A bigger than life-sized picture of a clamshell of strawberries in a full-page newspaper ad is the way to catch my attention.

It was a full-page ad announcing the opening of a Phoenix-based Sprouts Farmers Market store in North Kansas City, Mo. The strawberries were priced four 1-pound clamshells for $5.

Sprouts began showing up in the K.C. area last year. One is under construction near my home, and the K.C. area has five open or under construction.

I have wondered how the Sprouts stores stack up against the Price Chopper store I usually shop and also Austin, Texas-based Whole Foods, since Sprouts sells a similar selection of natural and organic foods at lower prices.

Smaller format, prices make Sprouts convenient choiceOf the 13 items in the Sprouts ad, six of them were fresh produce items. Clearly produce is a big percentage of what the chain uses to draw consumers. Blackberries were aggresively priced at a buck for a 5.6-ounce container, and avocados were priced at 48 cents each.

These are the deals they chose to define themselves, to distinguish themselves from the competition.

The same week, one of our market’s big players in retail groceries, Price Chopper, also led its newspaper ad with a giant picture of strawberries.

The Price Chopper circular has only one produce item on front page of its 10-page weekly flier, but there are 21 fresh produce items featured. Blackberries, at least, were more expensive than those in the Sprouts ad.

Whole Foods doesn’t dirty its hands with newspaper ads.

The Sprouts Farmers Market chain is just a dozen years old, but it seems to be on a tear with expansion.

In 2014, Sprouts opened 24 stores.

The retailer says it plans to open 10 stores in the first quarter of 2015 and another 10 in the second quarter.

That pushes Sprouts past the 200-store mark in 12 states.

They have some mojo.
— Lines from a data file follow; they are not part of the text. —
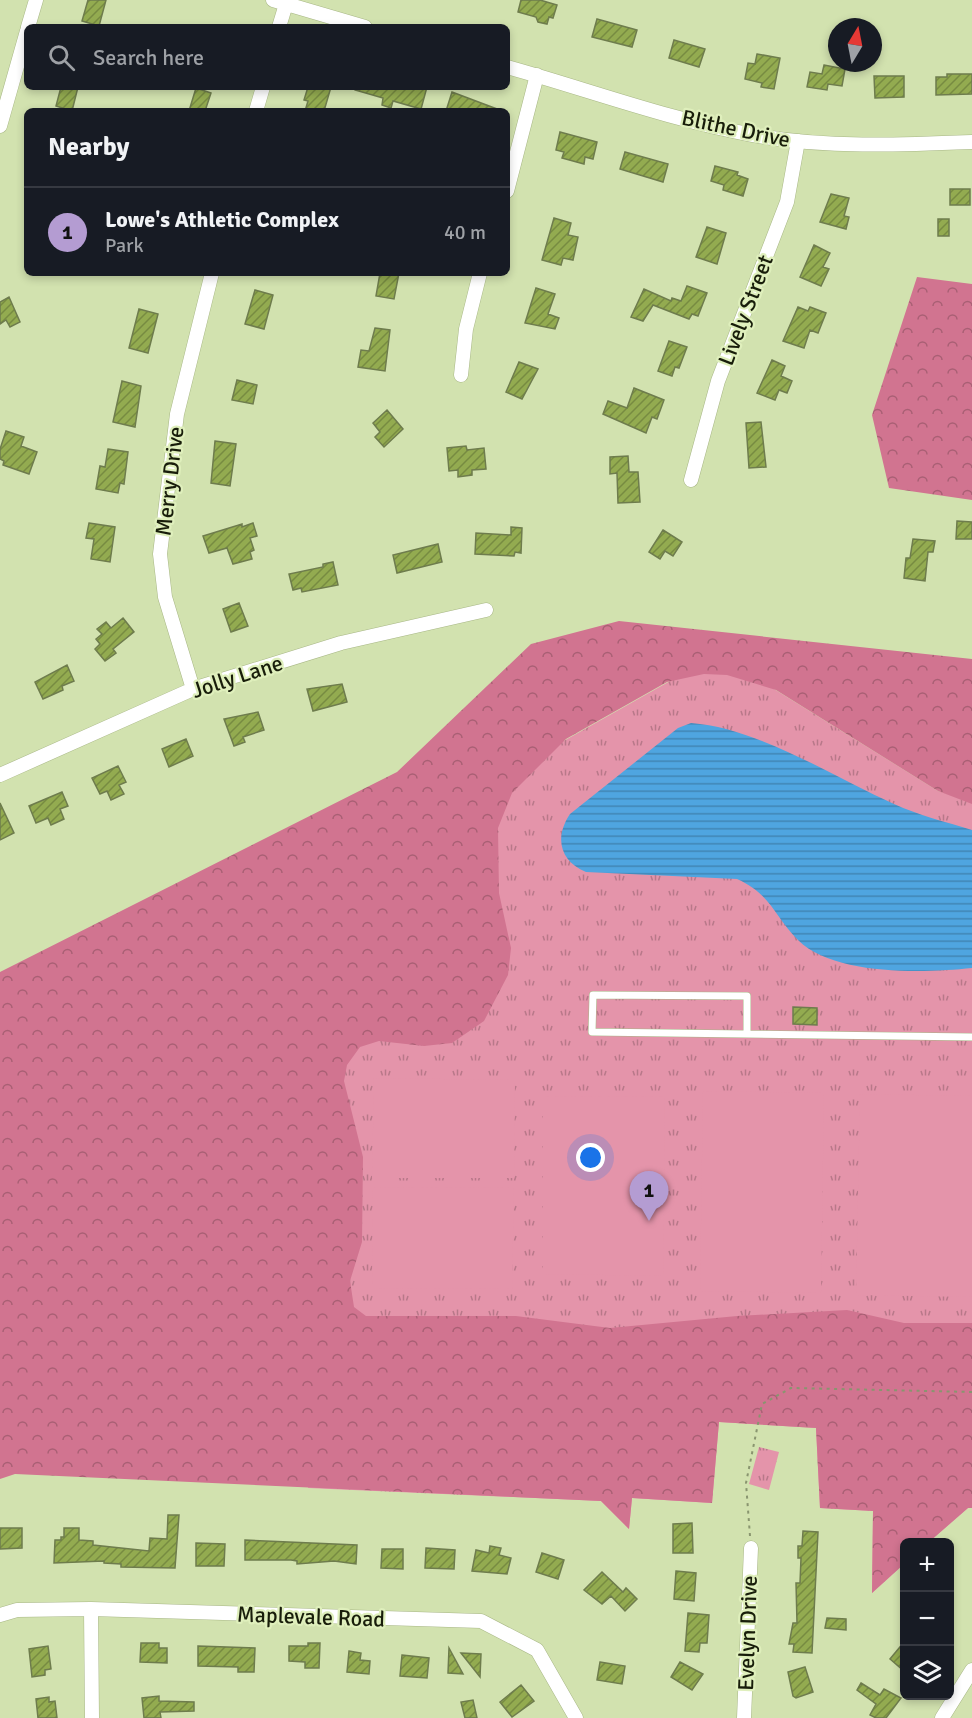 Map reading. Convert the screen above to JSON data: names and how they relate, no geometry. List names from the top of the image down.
{
  "streets": {
    "street": [
      "Blithe Drive",
      "Lively Street",
      "Merry Drive",
      "Jolly Lane",
      "Maplevale Road",
      "Evelyn Drive"
    ]
  },
  "crossings": [
    ["Blithe Drive", "Lively Street"],
    ["Merry Drive", "Jolly Lane"]
  ],
  "north": "top",
  "page": {
    "search": "Search here",
    "heading": "Nearby",
    "list": [
      {
        "mark": "1",
        "name": "Lowe's Athletic Complex",
        "note": "Park",
        "value": "40 m"
      }
    ],
    "pins": "1",
    "map_buttons": ["+", "−"]
  }
}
The areas where Sprouts beats Whole Foods, as far as I am concerned, are lower prices, more locations and smaller, more convenient stores to navigate.
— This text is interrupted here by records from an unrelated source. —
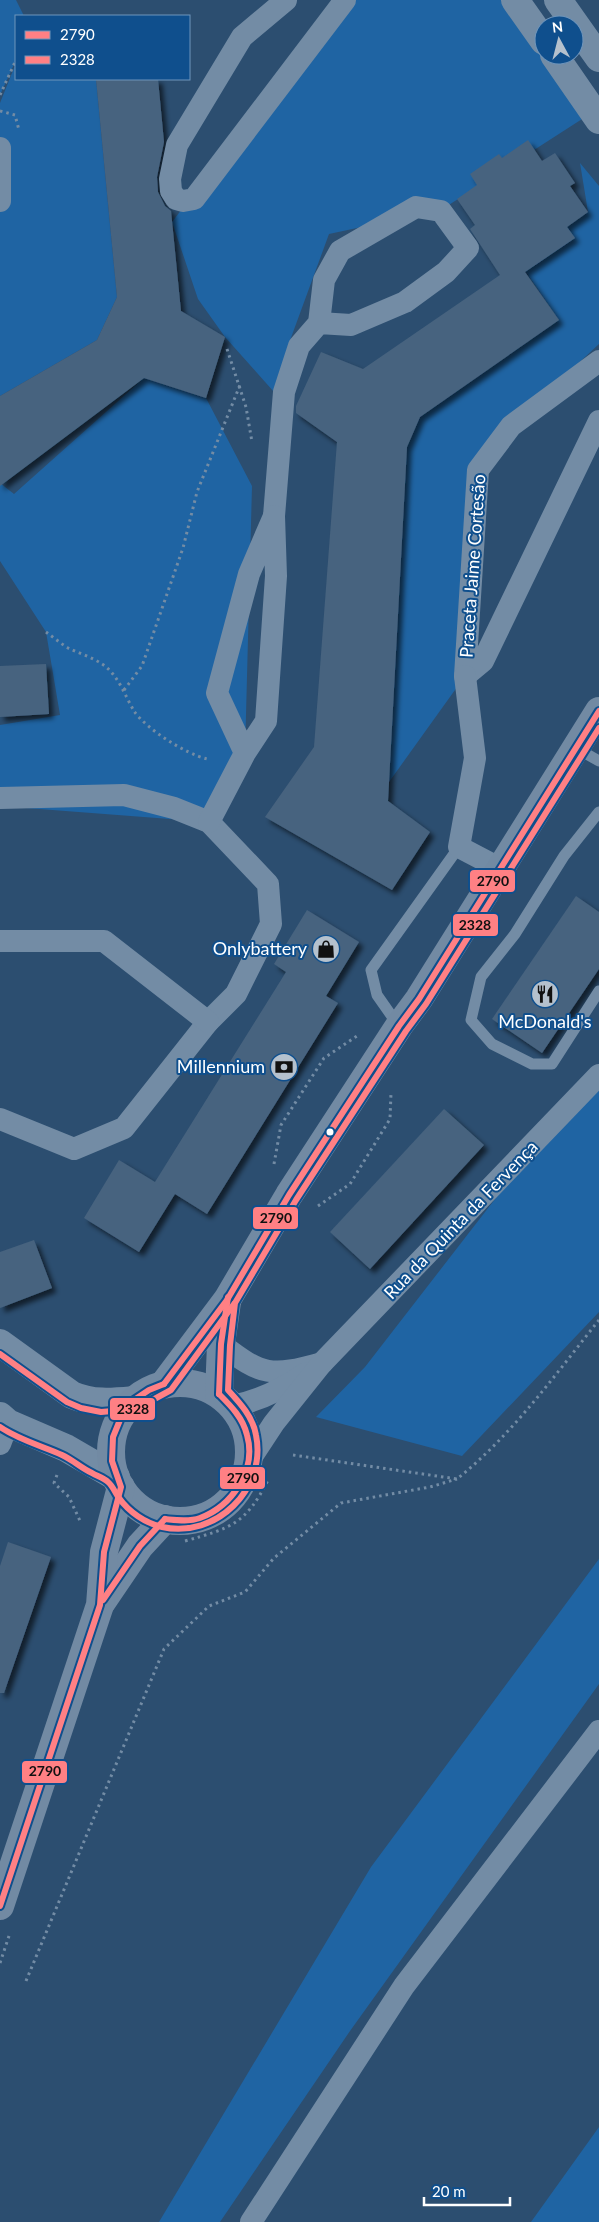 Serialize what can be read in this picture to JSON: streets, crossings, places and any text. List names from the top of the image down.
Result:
{
  "streets": {
    "street": ["Praceta Jaime Cortesão", "Rua da Quinta da Fervença"]
  },
  "places": {
    "shop": ["Onlybattery"],
    "restaurant": ["McDonald's"],
    "bank": ["Millennium"]
  },
  "lines": ["transit line 2790", "transit line 2328"],
  "legend": ["2790", "2328"],
  "scale_bar": "20 m",
  "north": "top"
}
Lower prices at Sprouts compared to Whole Foods isn’t just smoke. According to an article posted in August on Bloomberg.com, a Bloomberg study showed goods at Sprouts averaged about 13% less expensive than at Whole Foods.

I know some avid Whole Food consumers. They also love Trader Joe's, another newcomer to the area. They have been to one of the early area Sprouts, but they don’t see themselves making Sprouts a habit.

My friends have a valid point. It is a different shopping experience.

Walter Robb, co-CEO of Whole Foods Market Inc., in mid-January told the Phoenix Business Journal he wasn’t too alarmed by Sprouts’ surge.

“They are not Whole Foods,” Robb said. “They don’t have the same standards, though sometimes they would represent that they do.”

Sprouts is brighter and the decor has painted red barns instead of the earth-tone posh of Whole Foods and my local supermarket.

Sprouts also is much smaller. When I go into the door of a K.C.-area Sprouts, I can see the the entire store and make a beeline for what I want.

The selection at Sprouts is dinky compared to Whole Foods or area Price Choppers, too.

While at Whole Foods or Price Chopper there seem to be acres of produce, not so at Sprouts. That may be part of the plan for Sprouts. The piles of produce may create a feeling of abundance.

However, that must lead to ordering too much and creating too much spoilage. I remember this being part of the business plan for Goodlettsville, Tenn.-based Dollar General Markets, which also offers a limited amount of produce.

At Sprouts, produce is placed at the back of the store. It seems to be the draw instead of one of the departments you have to go through to get into the store.

Some friends have noticed lackluster quality. Consistency problems may be alleviated when all the area stores are open and the local distribution hits its groove.

Especially when one opens near home, I imagine Sprouts being the convenient quick stop that I frequent most often, and it may eclipse how often I go to the Price Chopper.

I imagine Whole Foods remaining what it is now, the place I go to a few times a year for something special or different, maybe around the holidays and another time or two.